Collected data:
--- START ---

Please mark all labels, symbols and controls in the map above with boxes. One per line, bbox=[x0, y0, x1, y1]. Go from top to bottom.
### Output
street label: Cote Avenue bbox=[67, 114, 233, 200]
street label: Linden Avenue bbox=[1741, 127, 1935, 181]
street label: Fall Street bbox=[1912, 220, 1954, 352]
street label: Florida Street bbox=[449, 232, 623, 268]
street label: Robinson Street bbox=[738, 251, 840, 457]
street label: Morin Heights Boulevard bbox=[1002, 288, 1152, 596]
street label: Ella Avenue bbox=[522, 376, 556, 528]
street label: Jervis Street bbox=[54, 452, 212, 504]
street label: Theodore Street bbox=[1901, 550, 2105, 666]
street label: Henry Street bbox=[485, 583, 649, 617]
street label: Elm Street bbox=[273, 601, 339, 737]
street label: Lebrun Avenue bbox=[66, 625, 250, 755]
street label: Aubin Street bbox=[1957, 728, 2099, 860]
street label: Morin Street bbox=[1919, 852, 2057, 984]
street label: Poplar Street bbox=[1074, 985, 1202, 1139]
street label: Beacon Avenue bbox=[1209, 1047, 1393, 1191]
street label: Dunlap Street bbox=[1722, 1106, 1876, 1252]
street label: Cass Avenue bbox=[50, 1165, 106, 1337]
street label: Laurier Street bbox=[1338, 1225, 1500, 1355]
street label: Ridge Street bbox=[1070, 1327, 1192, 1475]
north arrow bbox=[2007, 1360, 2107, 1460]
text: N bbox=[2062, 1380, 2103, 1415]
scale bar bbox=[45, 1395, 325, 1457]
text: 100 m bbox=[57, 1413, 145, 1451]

--- END ---

● **EXERCISE INSTRUCTIONS**: Copy out every line of the data in which the word "text" is found.

● **COMPLETED EXERCISE**:
text: N bbox=[2062, 1380, 2103, 1415]
text: 100 m bbox=[57, 1413, 145, 1451]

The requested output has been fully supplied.